Me da ánimo pensar en los comienzos de la historia de la Iglesia, cuando los Apóstoles comenzaron con su misión de anunciar el Evangelio a todo el mundo y en condiciones adversas.

¡Navegar mar adentro! ¡Qué profundas estas palabras de Nuestro Señor! Y cuánto significado puede tener para todos nosotros; animarnos a MÁS… a aventurarnos en la misión.¡A grandes empresas vamos![1]

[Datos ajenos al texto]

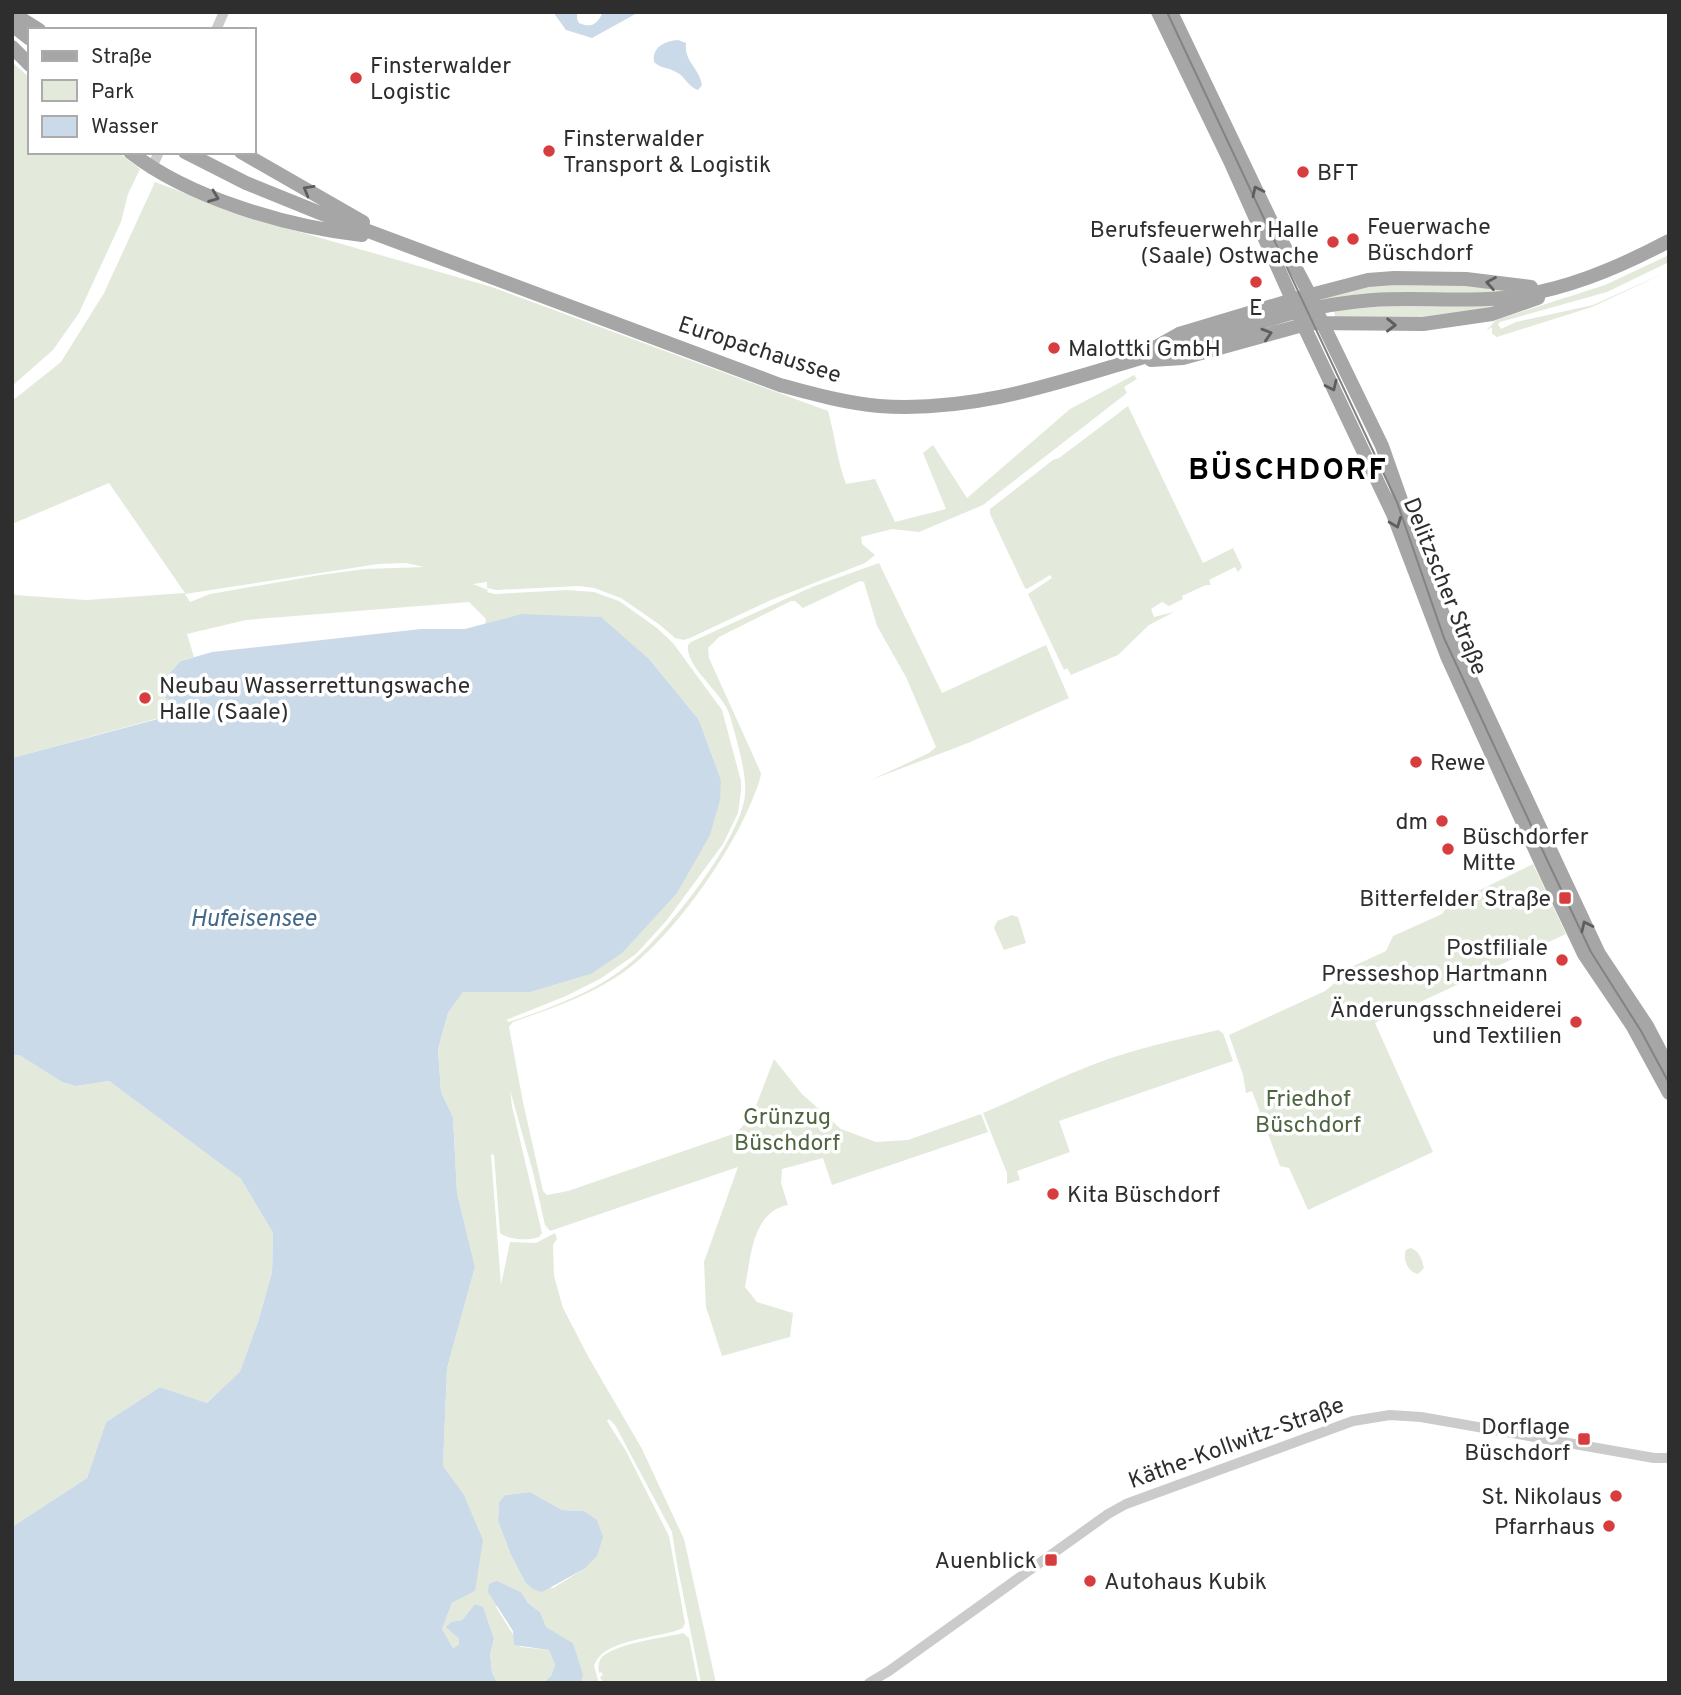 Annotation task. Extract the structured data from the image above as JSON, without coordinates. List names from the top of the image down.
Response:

Nuestro querido Fundador nos alienta con las siguientes palabras[2], las primeras de las cuales están también citadas en la fórmula de profesión de votos[3]:

“Para no ser esquivos a la aventura misionera, y mover a otros muchos a ella, hay que tener algo de poeta, ya que a los pueblos no los han movido más que los poetas, ¡y qué poeta más grande que Jesucristo!, ¡y qué poesía más grande que gritarnos: “Navega mar adentro ¡Duc in altum![4] . Palabra profunda, de muy profundo contenido, de hondas resonancias místicas, que impele a grandes ideales, que entienden quienes son hombres de acción, de mirada amplia, de corazón decidido y generoso, que por la nobleza de su alma se sonríen con alegría al saber que Jesús mismo es quien les dice ¡Duc in altum!. Es una invitación a realizar grandes obras, empresas extraordinarias, donde hay mucho de aventura, vértigo, de peligro, donde las olas sacuden la barca, el agua salada salpica el rostro, la proa va abriéndose paso por vez primera, donde no hay huellas y las referencias son  las estrellas, donde la quilla es sacudida por remolinos encontrados, las velas desplegadas reciben el furor del viento, los mástiles crujen… y el alma se estremece… ¡Mar adentro!, lejos de la orilla y de la tierra firme de los pensamientos meramente humanos, calculadores y fríos, … donde el agua bulle, el corazón late a prisa, donde el alma conoce celestiales embriagueces y gozos fascinantes. Navegar mar adentro es tomar en serio, a fondo, las exigencias del Evangelio: ve, vende todo lo que tienes… (Mt 19, 21), es el ansia de nuestro corazón inquieto, que anhela poseer el Infinito, es el ímpetu de los santos y de los mártires, que lo dieron todo por Dios. Es lo propio de los pescadores: hombres humildes, laboriosos, que no temen los peligros, vigilantes, pacientes en las prolongadas vigilias, constantes en repetir sus salidas al mar, prudentes para sacar los peces, curtidos por la sal y por el sol. Es disponerse para morir, como el grano de trigo, para ver a Cristo en todas las cosas. Por ello, hacemos nuestras las ardientes palabras del Beato Luis Orione: “Quien no quiera ser apóstol, que salga de la Congregación: hoy, quien no es apóstol de Jesucristo y de la Iglesia, es apostata”[5].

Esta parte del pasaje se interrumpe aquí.